Solvent-tuned magnetic exchange interactions in Dy(2) systems ligated by a μ-phenolato heptadentate Schiff base

A series of binuclear dysprosium compounds, namely, [Dy(api)](2) (1), [Dy(api)](2)·2CH(2)Cl(2) (2), [Dy(Clapi)](2)·2C(4)H(8)O (3), and [Dy(Clapi)](2)·2C(3)H(6)O (4) (H(3)api = 2-(2-hydroxyphenyl)-1,3-bis[4-(2-hydroxyphenyl)-3-azabut-3-enyl]-1,3-imidazoline; H(3)Clapi = 2-(2′-hydroxy-5′-chlorophenyl)-1,3-bis[3′-aza-4′-(2′′-hydroxy-5′′-chlorophenyl)prop-4′-en-1′-yl]-1,3-imidazolidine), have been isolated by the reactions of salen-type ligands H(3)api/H(3)Clapi with DyCl(3)·6H(2)O in different solvent systems.

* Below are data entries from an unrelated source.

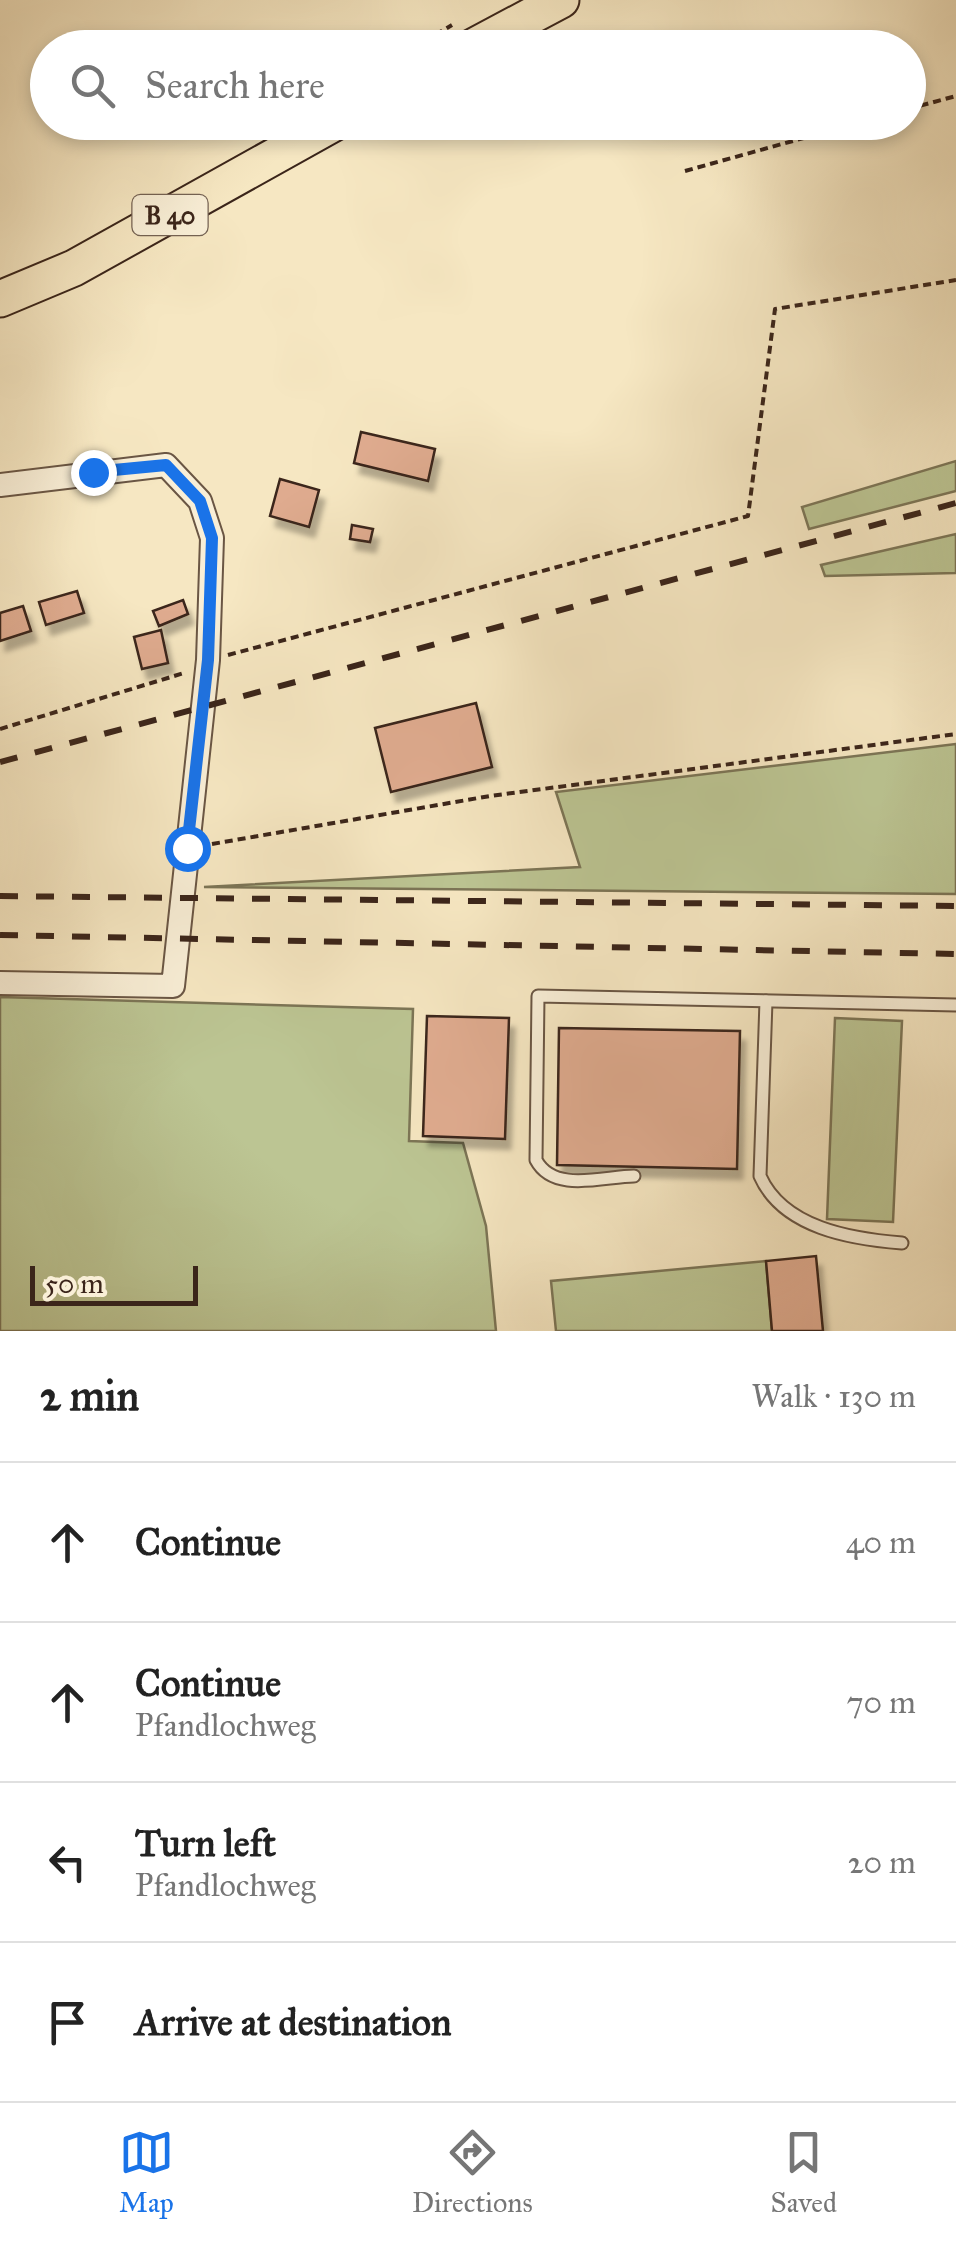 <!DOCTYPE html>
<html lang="en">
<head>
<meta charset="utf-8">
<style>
	:root { --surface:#fff; --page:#f2f2f2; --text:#222; --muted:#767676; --line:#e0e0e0; --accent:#1a73e8 }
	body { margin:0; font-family:"IM FELL Great Primer",serif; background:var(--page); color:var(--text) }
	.scale { position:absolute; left:30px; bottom:25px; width:168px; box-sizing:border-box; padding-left:10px; border:5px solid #3b251a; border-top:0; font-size:28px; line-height:35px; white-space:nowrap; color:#3b251a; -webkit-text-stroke:8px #f9efd7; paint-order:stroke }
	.stop { position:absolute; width:30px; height:30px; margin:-22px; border:8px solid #1a73e8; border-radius:50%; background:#fff }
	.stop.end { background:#1a73e8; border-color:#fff; box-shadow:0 2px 10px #0008 }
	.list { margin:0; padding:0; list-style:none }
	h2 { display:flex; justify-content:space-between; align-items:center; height:130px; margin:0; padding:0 40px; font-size:42px }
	h2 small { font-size:32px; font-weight:400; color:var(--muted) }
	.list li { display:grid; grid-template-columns:65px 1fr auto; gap:30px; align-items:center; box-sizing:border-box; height:160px; padding:0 40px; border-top:2px solid var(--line) }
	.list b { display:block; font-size:38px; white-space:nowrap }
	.list p { margin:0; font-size:32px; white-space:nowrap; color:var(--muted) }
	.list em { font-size:32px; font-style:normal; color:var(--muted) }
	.icon { flex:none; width:55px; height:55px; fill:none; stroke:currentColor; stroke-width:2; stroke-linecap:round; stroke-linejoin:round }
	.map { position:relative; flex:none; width:956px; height:1331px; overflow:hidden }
	.search { position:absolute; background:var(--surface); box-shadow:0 5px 15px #0003; left:30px; right:30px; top:30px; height:110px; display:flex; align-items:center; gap:25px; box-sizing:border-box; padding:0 35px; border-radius:55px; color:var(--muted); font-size:38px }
	.sheet { height:770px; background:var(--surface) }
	nav { display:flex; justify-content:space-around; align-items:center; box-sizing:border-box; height:140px; border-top:2px solid var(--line); background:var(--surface); font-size:28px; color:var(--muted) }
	nav a { display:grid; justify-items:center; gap:5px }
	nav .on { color:var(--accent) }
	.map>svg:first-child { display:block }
	.green { fill:#bcc593; stroke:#7c7556; stroke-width:2.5 }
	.building { fill:#dfab8f; stroke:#3b251a; stroke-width:2.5; filter:url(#shadow) }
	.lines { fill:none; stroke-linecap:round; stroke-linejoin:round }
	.service-casing { stroke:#6a5644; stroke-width:15 }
	.minor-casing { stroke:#6a5644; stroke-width:26 }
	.primary-casing { stroke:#3b251a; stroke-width:39 }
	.path { stroke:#3b251a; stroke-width:4; stroke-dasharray:8 5; stroke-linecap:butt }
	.service { stroke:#f9efd7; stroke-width:11 }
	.minor { stroke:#f9efd7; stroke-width:22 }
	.primary { stroke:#f6e7c2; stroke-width:35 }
	.rail { stroke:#3b251a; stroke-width:6; stroke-dasharray:18 18; stroke-linecap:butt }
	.route { stroke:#1a73e8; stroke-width:12 }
	.labels { text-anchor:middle; stroke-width:8; stroke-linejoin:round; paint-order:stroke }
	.shield { fill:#f9efd7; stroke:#746253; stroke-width:2.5 }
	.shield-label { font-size:25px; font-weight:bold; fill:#3b251a }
</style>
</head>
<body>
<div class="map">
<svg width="956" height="1331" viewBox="0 0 956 1331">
	<defs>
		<filter id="shadow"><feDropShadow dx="5.5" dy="10" stdDeviation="2.5" flood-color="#0004"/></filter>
	</defs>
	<rect width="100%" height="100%" fill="#f6e7c2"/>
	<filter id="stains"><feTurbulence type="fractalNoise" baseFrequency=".002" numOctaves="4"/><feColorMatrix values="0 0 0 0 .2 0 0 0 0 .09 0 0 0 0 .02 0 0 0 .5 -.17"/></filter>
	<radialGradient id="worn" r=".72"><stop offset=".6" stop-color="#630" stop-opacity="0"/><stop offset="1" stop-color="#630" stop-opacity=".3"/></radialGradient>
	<g class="green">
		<polygon points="956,461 956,491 809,529 802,507"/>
		<polygon points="956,534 956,573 825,576 821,565"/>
		<polygon points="956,744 956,894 204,887 580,867 556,792"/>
		<polygon points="0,997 413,1009 409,1141 463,1143 486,1226 496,1331 0,1331"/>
		<polygon points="835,1018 902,1021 893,1222 827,1219"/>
		<polygon points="766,1261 772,1331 556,1331 551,1281"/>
	</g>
	<g class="building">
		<polygon points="361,432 435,449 428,481 354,463"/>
		<polygon points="280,479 319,490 309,527 270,516"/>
		<polygon points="352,525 373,529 370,542 350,539"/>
		<polygon points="77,591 84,613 46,625 39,602"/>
		<polygon points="183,600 188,614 159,626 153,611"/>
		<polygon points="23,606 31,631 0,641 0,613"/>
		<polygon points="161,630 168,663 142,669 134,637"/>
		<polygon points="476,703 492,767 391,792 375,728"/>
		<polygon points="427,1016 509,1018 505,1139 423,1136"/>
		<polygon points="559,1028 740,1031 737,1169 557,1165"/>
		<polygon points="816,1256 823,1331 772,1331 766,1261"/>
	</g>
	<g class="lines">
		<g class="service-casing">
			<g id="service">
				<path d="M766,1001L760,1176C783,1228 851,1239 902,1243"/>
				<path d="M634,1176C605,1176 554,1194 536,1160L538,996L956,1005"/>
			</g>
		</g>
		<g class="minor-casing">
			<polyline id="minor" points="0,485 166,465 200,501 212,538 208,660 173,986 0,983"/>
		</g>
		<g class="primary-casing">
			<g id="primary">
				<polyline points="471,48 561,0"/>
				<polyline points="0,299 74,268 336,122"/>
			</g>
		</g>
		<g class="path">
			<polyline points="413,48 452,25"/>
			<polyline points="908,109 956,96"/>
			<polyline points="685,171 861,122"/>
			<polyline points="228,655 748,516 775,309 956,280"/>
			<polyline points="0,729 184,673"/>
			<polyline points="212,844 490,796 956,734"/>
		</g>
		<use href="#service" class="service"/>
		<use href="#minor" class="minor"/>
		<use href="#primary" class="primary"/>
		<g class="rail">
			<polyline points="0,762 956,503"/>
			<polyline points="0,896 956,906"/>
			<polyline points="0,935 956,954"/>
		</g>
	</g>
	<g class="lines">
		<polyline class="route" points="93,472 166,465 200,501 212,538 208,660 187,848"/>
	</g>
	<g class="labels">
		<rect class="shield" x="132.5" y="195" width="75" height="40" rx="8"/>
		<g class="shield-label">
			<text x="170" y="224">B 40</text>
		</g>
	</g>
	<rect width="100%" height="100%" filter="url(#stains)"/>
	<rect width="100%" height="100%" fill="url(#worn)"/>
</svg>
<div class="scale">50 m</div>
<div class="stop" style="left:187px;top:848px"></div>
<div class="stop end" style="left:93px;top:472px"></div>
<div class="search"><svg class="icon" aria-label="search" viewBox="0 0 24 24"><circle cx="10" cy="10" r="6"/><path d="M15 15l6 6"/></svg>Search here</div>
</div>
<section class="sheet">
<h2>2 min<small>Walk · 130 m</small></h2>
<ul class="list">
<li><svg class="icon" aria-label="ahead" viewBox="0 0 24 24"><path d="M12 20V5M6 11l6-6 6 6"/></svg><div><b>Continue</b></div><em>40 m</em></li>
<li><svg class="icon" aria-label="ahead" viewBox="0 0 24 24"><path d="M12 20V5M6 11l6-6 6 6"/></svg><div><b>Continue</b><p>Pfandlochweg</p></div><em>70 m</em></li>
<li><svg class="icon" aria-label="left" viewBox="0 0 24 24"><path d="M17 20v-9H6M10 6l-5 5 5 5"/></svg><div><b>Turn left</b><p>Pfandlochweg</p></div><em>20 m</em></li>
<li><svg class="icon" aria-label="arrive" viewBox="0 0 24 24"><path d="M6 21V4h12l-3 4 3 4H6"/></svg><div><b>Arrive at destination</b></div></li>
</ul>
</section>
<nav>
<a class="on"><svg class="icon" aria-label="map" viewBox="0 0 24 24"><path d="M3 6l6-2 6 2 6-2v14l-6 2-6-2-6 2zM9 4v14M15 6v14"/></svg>Map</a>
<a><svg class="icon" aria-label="directions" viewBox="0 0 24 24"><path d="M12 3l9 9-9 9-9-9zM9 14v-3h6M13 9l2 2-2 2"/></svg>Directions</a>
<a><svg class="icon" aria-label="saved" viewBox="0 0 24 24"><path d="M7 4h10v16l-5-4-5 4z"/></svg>Saved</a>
</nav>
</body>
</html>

Structural analysis reveals that each salen-type ligand provides a heptadentate coordination pocket (N(4)O(3)) to encapsulate a Dy(III) ion and all of the Dy(III) centers in 1–4 adopt a distorted square antiprism geometry with D(4d) symmetry. Magnetic studies showed that compound 1 did not exhibit single-molecule magnetic (SMMs) behavior. With the introduction of different lattice solvents, compounds 2–4 showed filed-induced slow magnetic relaxation with barriers U(eff) of 18.2 K (2), 28.0 K (3) and 16.4 K (4), respectively. Ab initio calculations were employed to interpret the magnetization behavior of 1–4. The combination of experimental and theoretical data reveal the importance of the weak exchange interaction between the Dy(III) ions in the observation of slow magnetic relaxation, and a relaxation mechanism has been developed to rationalize the observed difference in the U(eff) values. The different lattice solvents influence Dy–O–Dy bond angles and thus alter the torsion of the square antiprism geometry, consequently resulting in distinct magnetic interactions and the magnetic behavior.